Some of the lines below need repeating. Reproduce exactly those between the lines holding "g.strokeStyle = color;" and "[1165,1414,1185,1418,1185,1441,1175,1443,1157,1439,1160,1416]", inclusive.

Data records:
┌────────

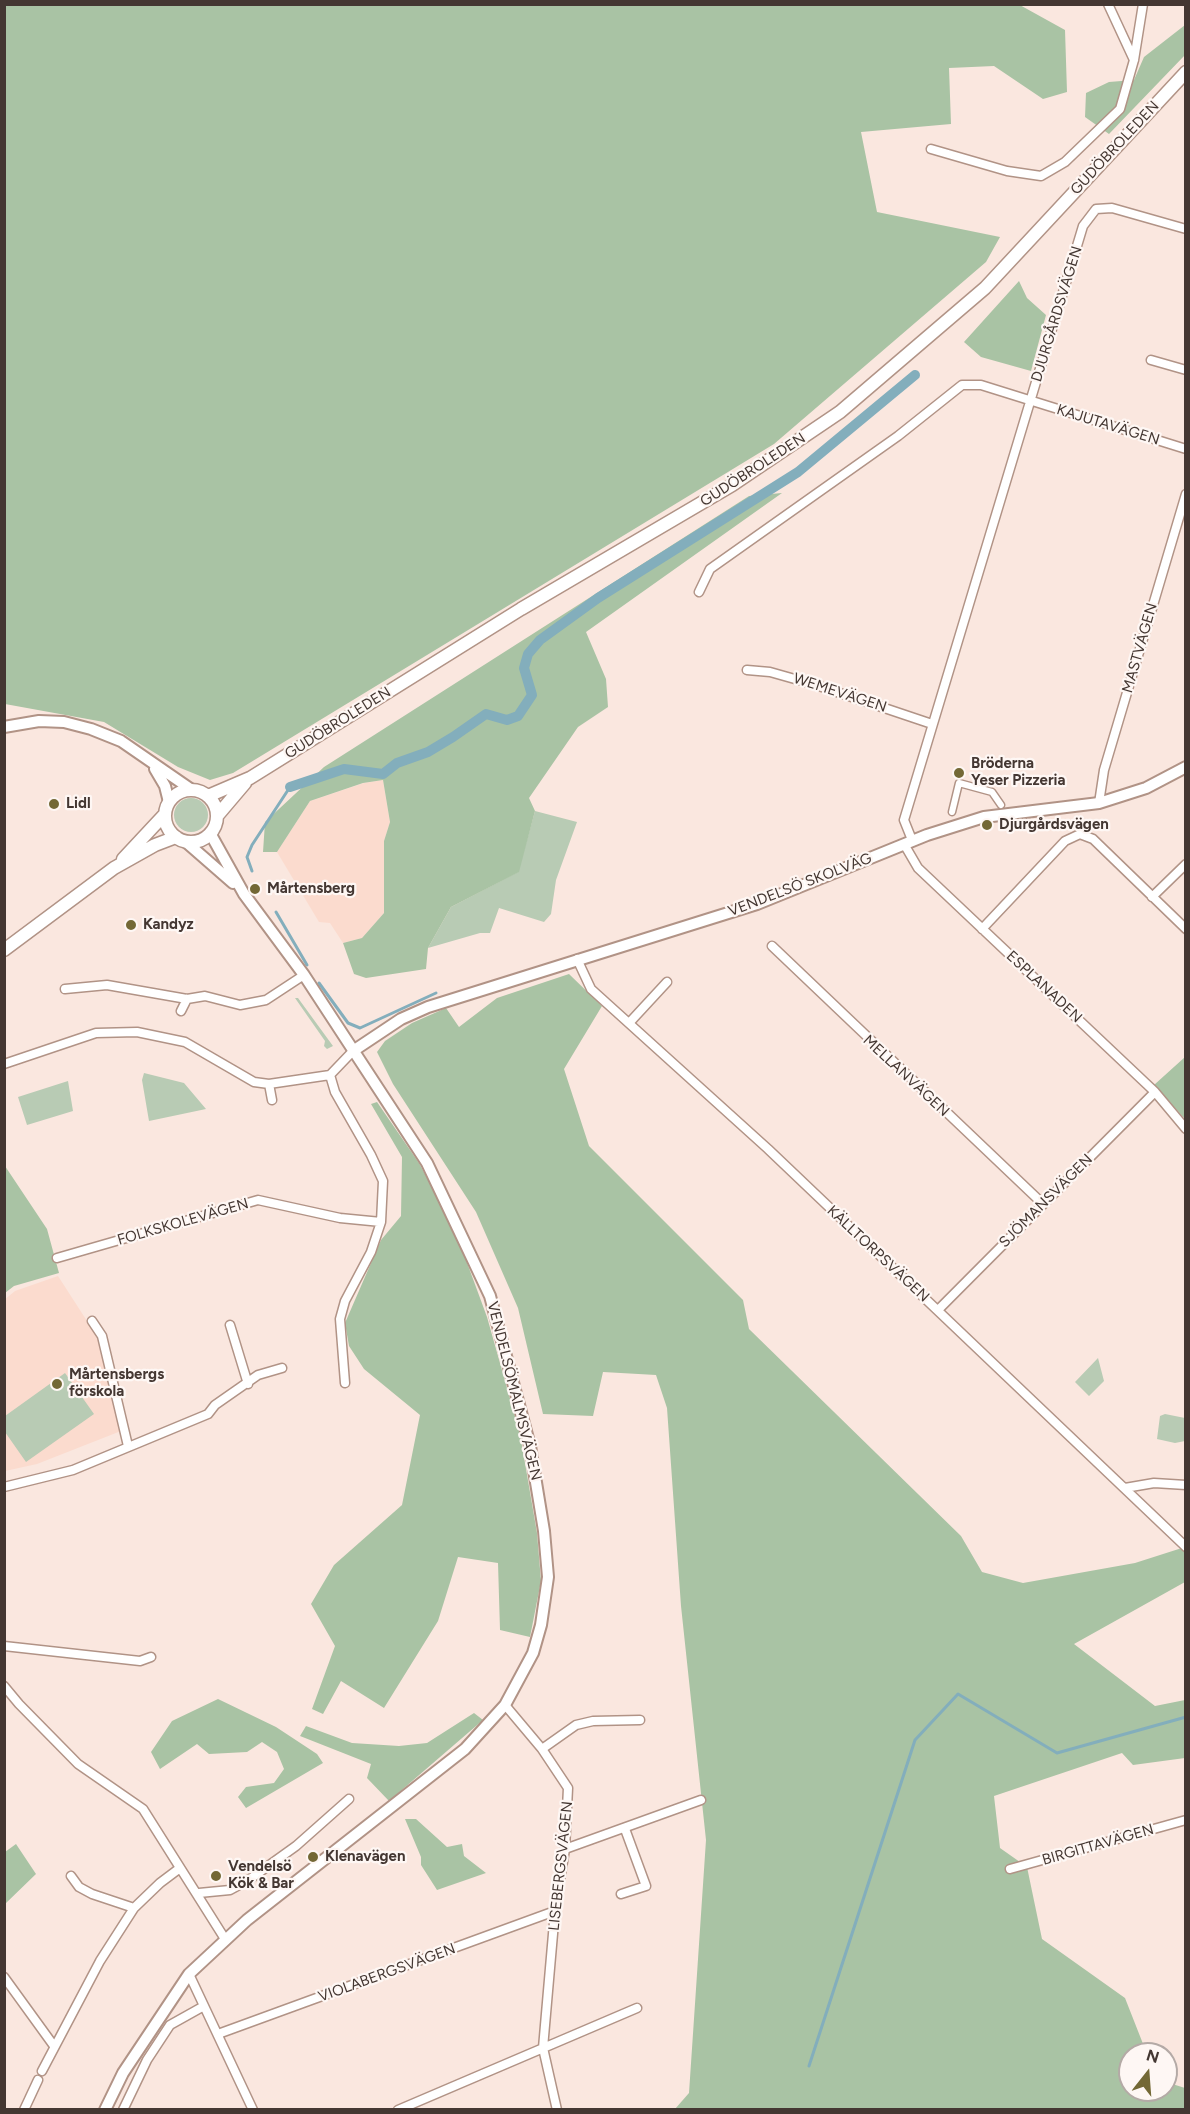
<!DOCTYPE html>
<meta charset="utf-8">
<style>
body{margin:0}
#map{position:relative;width:1190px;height:2114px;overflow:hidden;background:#fae7df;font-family:Figtree,sans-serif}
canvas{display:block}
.frame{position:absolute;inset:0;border:6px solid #443732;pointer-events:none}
.north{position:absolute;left:1118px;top:2042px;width:60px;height:60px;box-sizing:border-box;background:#fef7f4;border:2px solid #b4aaa6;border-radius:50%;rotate:17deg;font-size:16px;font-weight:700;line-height:24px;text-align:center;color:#443732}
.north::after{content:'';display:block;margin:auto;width:21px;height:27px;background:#736835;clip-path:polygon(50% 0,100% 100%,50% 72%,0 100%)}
</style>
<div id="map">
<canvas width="1190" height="2114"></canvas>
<div class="frame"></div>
<div class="north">N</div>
</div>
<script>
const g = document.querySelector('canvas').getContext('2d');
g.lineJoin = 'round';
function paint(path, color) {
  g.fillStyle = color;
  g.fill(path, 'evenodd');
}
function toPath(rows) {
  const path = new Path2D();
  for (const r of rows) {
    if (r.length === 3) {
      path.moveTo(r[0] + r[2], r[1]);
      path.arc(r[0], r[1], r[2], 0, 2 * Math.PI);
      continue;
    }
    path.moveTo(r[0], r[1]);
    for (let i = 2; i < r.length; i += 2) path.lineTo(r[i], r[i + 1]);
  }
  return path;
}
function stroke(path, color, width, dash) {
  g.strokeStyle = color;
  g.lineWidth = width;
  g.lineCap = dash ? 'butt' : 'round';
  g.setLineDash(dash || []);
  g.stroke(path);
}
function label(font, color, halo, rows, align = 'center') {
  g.font = font + ' Figtree,sans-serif';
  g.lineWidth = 4.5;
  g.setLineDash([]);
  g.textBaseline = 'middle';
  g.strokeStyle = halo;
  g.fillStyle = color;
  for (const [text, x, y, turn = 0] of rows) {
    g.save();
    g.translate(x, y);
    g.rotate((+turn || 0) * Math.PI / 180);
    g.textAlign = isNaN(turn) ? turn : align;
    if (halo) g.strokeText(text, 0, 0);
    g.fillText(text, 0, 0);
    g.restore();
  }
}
const built = toPath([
 [383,780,390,822,384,841,384,913,362,938,343,943,330,923,319,922,277,852,310,801,364,783],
 [58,1276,98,1338,121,1431,37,1464,5,1471,4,1300,15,1291]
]);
const green = toPath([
 [191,815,17],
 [535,811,577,822,556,880,551,914,544,922,499,908,490,933,480,933,428,948,451,907,518,872],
 [295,998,298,998,333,1046,327,1049,324,1046,325,1041],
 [144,1073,184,1083,206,1109,149,1121,142,1080],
 [68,1081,73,1111,27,1125,18,1097],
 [1098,1358,1104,1381,1089,1396,1075,1382],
 [65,1373,94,1414,26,1462,5,1432,5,1416],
 [1165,1414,1185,1418,1185,1441,1175,1443,1157,1439,1160,1416]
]);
const forest = toPath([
 [1018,4,1065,30,1067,92,1043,99,994,66,949,68,951,124,861,132,877,212,1000,237,986,262,774,444,233,773,210,780,178,767,104,722,5,704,5,5],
 [1185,25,1185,55,1109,134,1085,117,1086,93,1109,82,1134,80,1144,57],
 [1019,281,1027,298,1046,315,1031,371,981,357,964,342],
 [782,493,586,632,606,679,608,707,578,727,529,798,535,811,519,872,451,907,428,948,426,969,366,978,354,974,343,943,362,938,384,913,384,841,390,822,383,780,363,783,310,801,277,852,263,852,265,822,324,767,749,496],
 [569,974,602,1006,564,1069,589,1146,743,1300,749,1329,961,1536,982,1572,1023,1583,1135,1563,1185,1547,1185,1582,1074,1644,1155,1706,1185,1700,1185,1758,1133,1765,1122,1753,994,1796,1000,1848,1027,1867,1042,1939,1125,1998,1147,2054,1130,2054,1130,2090,1166,2090,1166,2082,1185,2088,1185,2109,675,2109,689,2093,706,1840,681,1606,667,1408,656,1375,603,1372,593,1416,543,1414,518,1308,476,1212,393,1084,377,1052,385,1041,412,1023,446,1008,459,1027,497,998],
 [1185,1057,1185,1119,1154,1085],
 [377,1102,419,1163,455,1230,487,1317,520,1434,537,1533,541,1581,530,1637,500,1630,498,1563,458,1557,438,1621,384,1708,341,1681,323,1714,312,1709,335,1646,311,1604,334,1565,402,1505,420,1415,364,1369,349,1346,345,1323,381,1240,401,1216,402,1157,371,1104],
 [5,1166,47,1229,59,1273,14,1286,5,1293],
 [218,1699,276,1727,317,1754,323,1763,246,1808,238,1797,246,1787,274,1783,284,1769,277,1752,262,1742,247,1752,209,1754,197,1744,160,1769,151,1752,172,1721],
 [474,1713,483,1720,389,1801,367,1778,371,1764,300,1736,306,1726,352,1743,399,1746,427,1743],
 [405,1819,416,1819,447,1847,462,1844,464,1856,486,1873,437,1890,421,1865,421,1857],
 [16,1844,36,1874,5,1904,5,1852]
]);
const stream = toPath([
 [252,871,247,857,252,845,290,787],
 [276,912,307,965],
 [319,983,348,1023,360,1028,436,993],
 [809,2066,915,1740,958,1694,1057,1753,1186,1717]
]);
const canal = toPath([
 [290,787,344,769,383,774,397,763,428,752,453,737,486,714,507,720,518,716,532,695,524,668,528,654,540,640,598,598,798,472,915,375]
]);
const pedestrian = toPath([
 [952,812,959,783,992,792,1001,805]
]);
const minor = toPath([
 [1108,4,1134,60],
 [931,149,1007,171,1041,176,1065,162,1120,109,1134,60,1143,4],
 [1151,360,1186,370],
 [699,592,710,569,898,436,962,385,981,385,1186,449],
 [747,670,770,672,816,685,932,724],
 [1099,803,1104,770,1186,494],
 [912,840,904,820,1083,226,1096,209,1112,208,1186,229],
 [904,844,918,868,1155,1092,1186,1129],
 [1152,897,1186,864],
 [982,929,1065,841,1080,834,1093,839,1186,929],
 [772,946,1043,1204],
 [577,959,591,989,768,1149,1186,1547],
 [65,989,107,985,187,999,205,996,240,1005,266,1000,304,975],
 [181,1011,187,999],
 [630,1022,667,982],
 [4,1064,96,1033,137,1032,185,1042,254,1082,269,1084,330,1075,353,1051],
 [330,1075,335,1092,371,1155,383,1181,381,1222,371,1252,345,1301,340,1319,345,1383],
 [269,1084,272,1100],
 [57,1258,258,1200,340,1218,381,1222],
 [938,1310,1155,1092],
 [92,1321,102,1336,128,1446],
 [230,1325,248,1384],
 [4,1487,73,1470,208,1414,215,1405,258,1375,282,1368],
 [1125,1488,1154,1483,1186,1485],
 [4,1646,140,1661,151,1657],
 [4,1686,19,1704,78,1764,143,1809,225,1939],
 [505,1705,542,1749,568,1788,565,1849,555,1911,543,2048,557,2110],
 [542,1749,576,1725,593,1721,640,1720],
 [565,1849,701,1800],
 [1010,1869,1186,1820],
 [71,1876,79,1887,92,1894,134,1908],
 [199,1893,230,1890,250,1879,296,1846,349,1799],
 [621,1894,646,1886,625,1829],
 [189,1974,253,2110],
 [4,1977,54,2046],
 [218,2034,555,1911],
 [42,2071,100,1961,134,1908,160,1883,180,1868],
 [24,2110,38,2080],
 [123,2110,147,2060,170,2025,204,2006],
 [398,2110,637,2008]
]);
const tertiary = toPath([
 [4,727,39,721,64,722,91,729,121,741,192,790],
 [155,769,165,786,169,802],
 [186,842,233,883],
 [353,1051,401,1019,428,1007,757,904,927,835,984,817,1099,803,1146,788,1186,767],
 [105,2110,123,2073,189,1974,247,1920,465,1749,505,1705,533,1653,541,1625,548,1577,544,1531,530,1446,490,1296,427,1163,304,975,244,894,210,833]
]);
const secondary = toPath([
 [191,816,26],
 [208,796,250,778,521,609,732,485,840,412,985,288,1186,72],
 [217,816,245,783],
 [123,859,165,814],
 [4,950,114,868,155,845,176,837]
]);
const markers = [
 [959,773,6,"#736835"],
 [54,804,6,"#736835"],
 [987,825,6,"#736835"],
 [255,889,6,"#736835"],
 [131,925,6,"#736835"],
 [57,1384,6,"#736835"],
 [313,1857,6,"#736835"],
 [216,1876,6,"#736835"]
];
const streetNames = [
 ["GUDÖBROLEDEN",1115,148,-47],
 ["DJURGÅRDSVÄGEN",1057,314,-73],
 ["KAJUTAVÄGEN",1108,425,17],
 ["GUDÖBROLEDEN",753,470,-33],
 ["MASTVÄGEN",1140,648,-74],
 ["WEMEVÄGEN",840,693,18],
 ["GUDÖBROLEDEN",338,723,-32],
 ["VENDELSÖ SKOLVÄG",800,885,-21],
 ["ESPLANADEN",1044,987,43],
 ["MELLANVÄGEN",906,1076,43],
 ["SJÖMANSVÄGEN",1046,1201,-45],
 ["FOLKSKOLEVÄGEN",183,1222,-16],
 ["KÄLLTORPSVÄGEN",878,1254,43],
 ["VENDELSÖMALMSVÄGEN",514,1391,76],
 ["BIRGITTAVÄGEN",1098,1845,-16],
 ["LISEBERGSVÄGEN",561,1866,-84],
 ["VIOLABERGSVÄGEN",387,1973,-20]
];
const poiNames = [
 ["Bröderna",971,764],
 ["Yeser Pizzeria",971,781],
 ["Lidl",66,804],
 ["Djurgårdsvägen",999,825],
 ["Mårtensberg",267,889],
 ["Kandyz",143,925],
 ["Mårtensbergs",69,1375],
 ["förskola",69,1392],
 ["Klenavägen",325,1857],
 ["Vendelsö",228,1867],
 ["Kök & Bar",228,1884]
];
paint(built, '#fbdbce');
paint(green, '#b8cbb4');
paint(forest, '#a9c3a4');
stroke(stream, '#83aebc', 3);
stroke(canal, '#83aebc', 10);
stroke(pedestrian, '#b19386', 9);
stroke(minor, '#b19386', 11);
stroke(tertiary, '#b19386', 14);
stroke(secondary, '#b19386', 15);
stroke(pedestrian, '#fff', 6);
stroke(minor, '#fff', 8);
stroke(tertiary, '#fff', 10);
stroke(secondary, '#fff', 12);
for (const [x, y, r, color] of markers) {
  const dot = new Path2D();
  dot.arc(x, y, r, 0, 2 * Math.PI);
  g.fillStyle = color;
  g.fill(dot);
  stroke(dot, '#fef7f4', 2);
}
label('15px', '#443732', '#fef7f4', streetNames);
label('bold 15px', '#443732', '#fef7f4', poiNames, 'left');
</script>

└────────

Result:
  g.strokeStyle = color;
  g.lineWidth = width;
  g.lineCap = dash ? 'butt' : 'round';
  g.setLineDash(dash || []);
  g.stroke(path);
}
function label(font, color, halo, rows, align = 'center') {
  g.font = font + ' Figtree,sans-serif';
  g.lineWidth = 4.5;
  g.setLineDash([]);
  g.textBaseline = 'middle';
  g.strokeStyle = halo;
  g.fillStyle = color;
  for (const [text, x, y, turn = 0] of rows) {
    g.save();
    g.translate(x, y);
    g.rotate((+turn || 0) * Math.PI / 180);
    g.textAlign = isNaN(turn) ? turn : align;
    if (halo) g.strokeText(text, 0, 0);
    g.fillText(text, 0, 0);
    g.restore();
  }
}
const built = toPath([
 [383,780,390,822,384,841,384,913,362,938,343,943,330,923,319,922,277,852,310,801,364,783],
 [58,1276,98,1338,121,1431,37,1464,5,1471,4,1300,15,1291]
]);
const green = toPath([
 [191,815,17],
 [535,811,577,822,556,880,551,914,544,922,499,908,490,933,480,933,428,948,451,907,518,872],
 [295,998,298,998,333,1046,327,1049,324,1046,325,1041],
 [144,1073,184,1083,206,1109,149,1121,142,1080],
 [68,1081,73,1111,27,1125,18,1097],
 [1098,1358,1104,1381,1089,1396,1075,1382],
 [65,1373,94,1414,26,1462,5,1432,5,1416],
 [1165,1414,1185,1418,1185,1441,1175,1443,1157,1439,1160,1416]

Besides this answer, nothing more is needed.